何かの途上であること-神々の山嶺(かみがみのいただき)
ちょっと古い小説で文庫になったのは2000年です。作者は陰陽師シリーズの夢枕 獏氏です。陰陽師シリーズを読んで作者に興味をもったので初版を買って読みました。7年前か...(ちなみに陰陽師はブーム前にすでに読んでました。陰陽道にはそんなに興味は無いが、男同士の友情がうまく書かれてたと思う。まー、それはどうでもいいか...)
先日、部屋の整理をしたら出てきたので、つい読み直したのですが、今読んでも面白い本です。作者も「書き残したことは無い!」と言っているだけのことはあります。
最新刊ではないのでネタバレで書きます。
この小説は羽生丈二という登山家が無謀とも言えるエヴェレスト南西壁冬期無酸素単独登頂を目指す話です。しかしながら、この小説の主人公は羽生丈二ではなく、山岳カメラマン深町誠の視点で書かれています。登山を題材にした小説で主人公が登頂者ではないのには理由があります。それは、エヴェレスト登頂史の1つのミステリーが関係してます。

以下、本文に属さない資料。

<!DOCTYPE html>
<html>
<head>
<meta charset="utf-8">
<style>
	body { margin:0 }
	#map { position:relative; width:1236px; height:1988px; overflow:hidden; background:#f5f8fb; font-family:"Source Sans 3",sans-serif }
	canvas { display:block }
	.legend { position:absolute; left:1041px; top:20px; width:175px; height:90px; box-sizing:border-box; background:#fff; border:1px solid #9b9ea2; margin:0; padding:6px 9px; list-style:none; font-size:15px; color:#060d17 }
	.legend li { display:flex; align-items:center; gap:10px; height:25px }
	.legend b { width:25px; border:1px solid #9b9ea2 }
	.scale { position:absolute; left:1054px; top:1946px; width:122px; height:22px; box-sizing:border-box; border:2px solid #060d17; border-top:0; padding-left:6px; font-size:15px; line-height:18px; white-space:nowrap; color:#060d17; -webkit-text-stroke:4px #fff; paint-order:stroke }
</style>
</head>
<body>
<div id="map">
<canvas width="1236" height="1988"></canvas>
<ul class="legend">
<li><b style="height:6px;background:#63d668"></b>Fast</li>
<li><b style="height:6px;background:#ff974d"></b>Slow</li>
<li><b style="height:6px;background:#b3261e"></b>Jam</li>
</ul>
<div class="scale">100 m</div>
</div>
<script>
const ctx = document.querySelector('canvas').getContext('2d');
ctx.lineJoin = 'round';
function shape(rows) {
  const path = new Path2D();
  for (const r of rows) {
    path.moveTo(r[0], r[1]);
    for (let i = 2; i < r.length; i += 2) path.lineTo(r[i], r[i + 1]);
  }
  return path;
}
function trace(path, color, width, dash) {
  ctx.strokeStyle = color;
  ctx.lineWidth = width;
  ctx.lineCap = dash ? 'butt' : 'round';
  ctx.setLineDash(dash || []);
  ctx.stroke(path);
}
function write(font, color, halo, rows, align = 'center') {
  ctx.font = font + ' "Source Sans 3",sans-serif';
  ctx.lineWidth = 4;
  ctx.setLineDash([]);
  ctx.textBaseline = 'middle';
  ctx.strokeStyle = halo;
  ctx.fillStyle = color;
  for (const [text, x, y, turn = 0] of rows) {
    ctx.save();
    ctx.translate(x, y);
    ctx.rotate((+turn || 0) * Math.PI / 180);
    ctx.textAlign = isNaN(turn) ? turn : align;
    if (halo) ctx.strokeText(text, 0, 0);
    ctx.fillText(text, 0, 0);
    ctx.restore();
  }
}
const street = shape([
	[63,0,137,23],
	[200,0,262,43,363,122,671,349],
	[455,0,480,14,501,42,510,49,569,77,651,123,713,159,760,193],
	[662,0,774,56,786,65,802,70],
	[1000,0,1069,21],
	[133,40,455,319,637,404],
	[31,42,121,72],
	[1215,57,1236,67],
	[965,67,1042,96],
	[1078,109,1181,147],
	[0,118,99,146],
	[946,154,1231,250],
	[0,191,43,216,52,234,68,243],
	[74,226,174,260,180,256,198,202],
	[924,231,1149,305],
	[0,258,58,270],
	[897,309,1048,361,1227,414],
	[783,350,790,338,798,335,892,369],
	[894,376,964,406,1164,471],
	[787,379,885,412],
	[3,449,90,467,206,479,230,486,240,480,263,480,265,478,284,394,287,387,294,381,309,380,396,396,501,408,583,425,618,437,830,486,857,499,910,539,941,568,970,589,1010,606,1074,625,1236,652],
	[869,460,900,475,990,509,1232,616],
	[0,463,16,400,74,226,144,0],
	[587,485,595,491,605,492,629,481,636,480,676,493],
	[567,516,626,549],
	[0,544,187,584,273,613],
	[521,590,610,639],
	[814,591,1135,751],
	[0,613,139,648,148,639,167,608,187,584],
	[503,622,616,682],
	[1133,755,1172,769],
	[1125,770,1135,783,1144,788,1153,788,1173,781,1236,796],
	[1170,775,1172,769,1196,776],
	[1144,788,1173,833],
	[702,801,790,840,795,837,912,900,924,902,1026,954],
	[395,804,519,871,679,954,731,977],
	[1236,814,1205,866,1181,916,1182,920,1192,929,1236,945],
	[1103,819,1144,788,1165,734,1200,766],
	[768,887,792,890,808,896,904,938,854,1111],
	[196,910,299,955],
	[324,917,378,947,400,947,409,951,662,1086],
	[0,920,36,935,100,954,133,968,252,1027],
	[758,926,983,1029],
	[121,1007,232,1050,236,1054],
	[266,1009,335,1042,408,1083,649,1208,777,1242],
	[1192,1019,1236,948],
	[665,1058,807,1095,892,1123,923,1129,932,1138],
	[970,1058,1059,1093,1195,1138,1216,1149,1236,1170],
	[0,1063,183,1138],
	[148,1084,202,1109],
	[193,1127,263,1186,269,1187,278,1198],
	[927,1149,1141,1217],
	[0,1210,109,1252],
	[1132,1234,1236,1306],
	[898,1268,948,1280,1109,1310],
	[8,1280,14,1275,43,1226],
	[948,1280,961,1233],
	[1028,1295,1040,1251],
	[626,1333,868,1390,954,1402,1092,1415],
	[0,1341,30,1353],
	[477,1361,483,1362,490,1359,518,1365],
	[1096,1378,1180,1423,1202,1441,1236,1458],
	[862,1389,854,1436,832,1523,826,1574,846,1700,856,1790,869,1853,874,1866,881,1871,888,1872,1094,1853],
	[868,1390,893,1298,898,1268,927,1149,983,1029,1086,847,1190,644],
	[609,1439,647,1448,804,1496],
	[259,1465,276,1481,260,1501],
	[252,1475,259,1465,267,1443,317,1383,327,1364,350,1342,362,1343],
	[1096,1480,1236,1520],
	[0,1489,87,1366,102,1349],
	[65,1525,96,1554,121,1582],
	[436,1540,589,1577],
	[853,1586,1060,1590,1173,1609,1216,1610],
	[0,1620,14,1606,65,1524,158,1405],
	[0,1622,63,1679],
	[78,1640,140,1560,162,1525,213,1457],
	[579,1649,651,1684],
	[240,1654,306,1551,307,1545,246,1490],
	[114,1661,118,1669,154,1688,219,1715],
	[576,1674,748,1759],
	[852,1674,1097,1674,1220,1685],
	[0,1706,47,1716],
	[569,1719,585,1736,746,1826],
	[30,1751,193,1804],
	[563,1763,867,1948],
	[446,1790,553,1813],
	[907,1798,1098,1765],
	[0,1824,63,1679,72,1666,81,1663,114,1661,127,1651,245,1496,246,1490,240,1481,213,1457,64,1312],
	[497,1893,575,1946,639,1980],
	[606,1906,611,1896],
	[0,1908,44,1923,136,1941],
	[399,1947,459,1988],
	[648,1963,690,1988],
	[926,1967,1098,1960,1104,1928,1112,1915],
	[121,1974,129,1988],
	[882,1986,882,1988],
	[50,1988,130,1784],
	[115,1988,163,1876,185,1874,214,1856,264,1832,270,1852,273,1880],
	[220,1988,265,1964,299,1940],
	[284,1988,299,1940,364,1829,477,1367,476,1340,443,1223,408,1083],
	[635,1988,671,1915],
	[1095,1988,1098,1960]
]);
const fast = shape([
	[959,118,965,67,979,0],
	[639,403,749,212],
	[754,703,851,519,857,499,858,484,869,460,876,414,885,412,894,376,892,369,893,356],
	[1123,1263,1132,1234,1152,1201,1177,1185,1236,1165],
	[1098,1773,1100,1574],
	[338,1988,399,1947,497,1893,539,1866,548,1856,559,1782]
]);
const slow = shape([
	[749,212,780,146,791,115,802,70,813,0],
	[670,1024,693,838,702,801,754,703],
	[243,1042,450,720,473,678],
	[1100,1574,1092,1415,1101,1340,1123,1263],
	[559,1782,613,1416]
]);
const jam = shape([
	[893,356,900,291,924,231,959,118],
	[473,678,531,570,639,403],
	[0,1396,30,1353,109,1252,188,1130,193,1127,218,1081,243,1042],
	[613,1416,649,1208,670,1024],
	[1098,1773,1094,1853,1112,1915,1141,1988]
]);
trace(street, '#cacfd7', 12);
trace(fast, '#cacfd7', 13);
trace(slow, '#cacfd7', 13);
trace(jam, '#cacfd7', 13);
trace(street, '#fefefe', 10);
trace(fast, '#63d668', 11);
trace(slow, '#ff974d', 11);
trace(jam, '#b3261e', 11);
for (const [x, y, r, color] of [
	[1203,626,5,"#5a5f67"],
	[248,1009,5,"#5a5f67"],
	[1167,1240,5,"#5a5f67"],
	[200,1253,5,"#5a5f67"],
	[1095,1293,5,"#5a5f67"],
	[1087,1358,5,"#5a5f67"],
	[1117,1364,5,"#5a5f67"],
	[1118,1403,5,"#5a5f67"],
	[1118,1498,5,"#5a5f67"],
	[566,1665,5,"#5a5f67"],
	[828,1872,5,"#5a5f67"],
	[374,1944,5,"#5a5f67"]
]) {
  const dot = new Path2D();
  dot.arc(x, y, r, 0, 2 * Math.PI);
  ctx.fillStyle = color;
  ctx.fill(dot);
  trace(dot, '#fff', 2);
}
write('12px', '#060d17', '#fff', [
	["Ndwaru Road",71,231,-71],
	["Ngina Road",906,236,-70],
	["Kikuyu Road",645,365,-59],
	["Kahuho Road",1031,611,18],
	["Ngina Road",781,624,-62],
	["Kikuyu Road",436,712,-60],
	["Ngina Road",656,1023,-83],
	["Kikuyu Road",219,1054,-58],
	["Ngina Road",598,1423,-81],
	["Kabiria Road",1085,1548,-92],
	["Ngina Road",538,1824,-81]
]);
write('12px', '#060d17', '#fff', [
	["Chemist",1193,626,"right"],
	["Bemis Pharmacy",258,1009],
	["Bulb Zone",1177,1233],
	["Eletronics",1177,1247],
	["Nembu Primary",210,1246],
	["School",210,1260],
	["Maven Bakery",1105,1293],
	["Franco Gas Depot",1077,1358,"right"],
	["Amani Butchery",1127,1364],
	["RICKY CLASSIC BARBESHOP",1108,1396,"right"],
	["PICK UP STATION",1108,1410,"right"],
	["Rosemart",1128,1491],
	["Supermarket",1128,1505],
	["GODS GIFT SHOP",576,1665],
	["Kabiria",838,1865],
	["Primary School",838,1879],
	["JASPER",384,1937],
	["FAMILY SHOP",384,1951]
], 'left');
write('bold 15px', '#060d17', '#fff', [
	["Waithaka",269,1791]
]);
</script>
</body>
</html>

歴史上初のエヴェレスト登頂は1953年とされていますが、その約30年前の1924年にイギリス隊のマロリーとアーヴァンが頂上へ向かうのを目撃され、行方不明になっています。そしてエヴェレストの標高は8848mですが、1933年に8570mでアーヴァンのピッケルが発見されています。現在でも遭難したのは登頂後か前かで議論されています。もし登頂後の遭難だとすると初登頂は30年もさかのぼることになるからです。登頂を証明するには二人が所持していたコダック社のカメラを見つけることです。なぜなら登頂に成功していれば写真を撮っているからです。
小説の終わりに記載されてるのですが、マロリーとアーヴァンが頂上を目指す姿を最後に目撃したオデルが1987年に死ぬ一月前のインタビューに次のように答えてます。
「今私が想っているのは、人には誰でも役割があるのだということです。
結局、歴史は、私を証言者として選んだということです。
幸か不幸か、歴史は、私をエヴェレストの登頂者としてではなく、マロリーとアーヴァンの最後の目撃者として選びました。
-略-
よく考えてみれば、あれは、私の姿なのです。そして、あなたのね。
この世に生きる人は、全て、あのふたりの姿をしているのです。
マロリーとアーヴァンは、今も歩き続けているのです。
頂にたどりつこうとして、歩いている。歩き続けている。
そして、いつも、死は、その途上でその人に訪れるのです。
軽々しく、人の人生に価値などつけられるものではありませんが、その人が死んだ時、いったい、何の途上であったのか、たぶんそのことこそが重要なのだと思います。
私にとっても、あなたにとっても。
何かの途上であること----
あの事件が、私に何らかの教訓をもたらしてくれたとすれば、たぶんそれでしょう。」
今にしても良い言葉だと思います。私にとっても、あなたにとってもw
追記ですが、1999年に8160mでマロリーの遺体が発見されニュースになりました。しかしながら、所持品にカメラが無かったので登頂については謎のままです。